For this task, retype the records below exactly.

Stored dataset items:
────────

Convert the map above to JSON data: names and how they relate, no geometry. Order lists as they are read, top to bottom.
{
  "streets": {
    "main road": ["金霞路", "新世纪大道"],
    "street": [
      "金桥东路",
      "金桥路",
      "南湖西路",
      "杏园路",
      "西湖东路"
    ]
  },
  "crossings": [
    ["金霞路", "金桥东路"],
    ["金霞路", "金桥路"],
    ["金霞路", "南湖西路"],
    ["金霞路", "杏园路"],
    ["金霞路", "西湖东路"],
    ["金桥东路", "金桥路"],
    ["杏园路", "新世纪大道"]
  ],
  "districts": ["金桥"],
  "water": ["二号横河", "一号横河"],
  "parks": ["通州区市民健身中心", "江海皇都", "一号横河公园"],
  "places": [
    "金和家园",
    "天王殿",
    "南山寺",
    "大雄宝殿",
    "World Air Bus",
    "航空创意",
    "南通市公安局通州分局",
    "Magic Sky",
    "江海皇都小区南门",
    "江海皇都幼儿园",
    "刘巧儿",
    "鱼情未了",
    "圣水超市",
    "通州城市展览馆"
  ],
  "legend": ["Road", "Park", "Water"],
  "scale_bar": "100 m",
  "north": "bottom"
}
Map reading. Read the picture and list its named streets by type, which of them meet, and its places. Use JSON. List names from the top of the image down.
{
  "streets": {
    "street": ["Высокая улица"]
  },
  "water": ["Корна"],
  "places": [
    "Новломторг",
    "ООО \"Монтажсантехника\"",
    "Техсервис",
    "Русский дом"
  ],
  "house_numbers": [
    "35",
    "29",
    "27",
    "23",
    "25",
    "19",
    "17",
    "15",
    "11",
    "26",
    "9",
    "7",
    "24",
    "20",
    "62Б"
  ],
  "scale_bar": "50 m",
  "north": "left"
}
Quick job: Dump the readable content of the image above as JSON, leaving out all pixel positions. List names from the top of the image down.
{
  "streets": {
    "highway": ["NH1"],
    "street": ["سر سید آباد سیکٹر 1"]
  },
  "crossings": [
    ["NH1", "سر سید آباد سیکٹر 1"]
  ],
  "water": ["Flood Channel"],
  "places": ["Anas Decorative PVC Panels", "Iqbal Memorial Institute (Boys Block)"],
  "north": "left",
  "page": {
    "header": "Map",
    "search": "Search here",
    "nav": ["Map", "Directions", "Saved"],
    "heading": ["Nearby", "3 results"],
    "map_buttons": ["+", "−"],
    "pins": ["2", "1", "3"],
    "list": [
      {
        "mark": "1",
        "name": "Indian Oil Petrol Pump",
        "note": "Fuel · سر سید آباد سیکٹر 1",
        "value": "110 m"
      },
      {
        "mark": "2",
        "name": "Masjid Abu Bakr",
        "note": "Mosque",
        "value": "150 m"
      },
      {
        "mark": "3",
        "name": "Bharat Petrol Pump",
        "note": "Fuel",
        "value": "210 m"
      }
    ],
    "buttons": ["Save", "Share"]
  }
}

────────

THE ANSWER:
Convert the map above to JSON data: names and how they relate, no geometry. Order lists as they are read, top to bottom.
{
  "streets": {
    "main road": ["金霞路", "新世纪大道"],
    "street": [
      "金桥东路",
      "金桥路",
      "南湖西路",
      "杏园路",
      "西湖东路"
    ]
  },
  "crossings": [
    ["金霞路", "金桥东路"],
    ["金霞路", "金桥路"],
    ["金霞路", "南湖西路"],
    ["金霞路", "杏园路"],
    ["金霞路", "西湖东路"],
    ["金桥东路", "金桥路"],
    ["杏园路", "新世纪大道"]
  ],
  "districts": ["金桥"],
  "water": ["二号横河", "一号横河"],
  "parks": ["通州区市民健身中心", "江海皇都", "一号横河公园"],
  "places": [
    "金和家园",
    "天王殿",
    "南山寺",
    "大雄宝殿",
    "World Air Bus",
    "航空创意",
    "南通市公安局通州分局",
    "Magic Sky",
    "江海皇都小区南门",
    "江海皇都幼儿园",
    "刘巧儿",
    "鱼情未了",
    "圣水超市",
    "通州城市展览馆"
  ],
  "legend": ["Road", "Park", "Water"],
  "scale_bar": "100 m",
  "north": "bottom"
}
Map reading. Read the picture and list its named streets by type, which of them meet, and its places. Use JSON. List names from the top of the image down.
{
  "streets": {
    "street": ["Высокая улица"]
  },
  "water": ["Корна"],
  "places": [
    "Новломторг",
    "ООО \"Монтажсантехника\"",
    "Техсервис",
    "Русский дом"
  ],
  "house_numbers": [
    "35",
    "29",
    "27",
    "23",
    "25",
    "19",
    "17",
    "15",
    "11",
    "26",
    "9",
    "7",
    "24",
    "20",
    "62Б"
  ],
  "scale_bar": "50 m",
  "north": "left"
}
Quick job: Dump the readable content of the image above as JSON, leaving out all pixel positions. List names from the top of the image down.
{
  "streets": {
    "highway": ["NH1"],
    "street": ["سر سید آباد سیکٹر 1"]
  },
  "crossings": [
    ["NH1", "سر سید آباد سیکٹر 1"]
  ],
  "water": ["Flood Channel"],
  "places": ["Anas Decorative PVC Panels", "Iqbal Memorial Institute (Boys Block)"],
  "north": "left",
  "page": {
    "header": "Map",
    "search": "Search here",
    "nav": ["Map", "Directions", "Saved"],
    "heading": ["Nearby", "3 results"],
    "map_buttons": ["+", "−"],
    "pins": ["2", "1", "3"],
    "list": [
      {
        "mark": "1",
        "name": "Indian Oil Petrol Pump",
        "note": "Fuel · سر سید آباد سیکٹر 1",
        "value": "110 m"
      },
      {
        "mark": "2",
        "name": "Masjid Abu Bakr",
        "note": "Mosque",
        "value": "150 m"
      },
      {
        "mark": "3",
        "name": "Bharat Petrol Pump",
        "note": "Fuel",
        "value": "210 m"
      }
    ],
    "buttons": ["Save", "Share"]
  }
}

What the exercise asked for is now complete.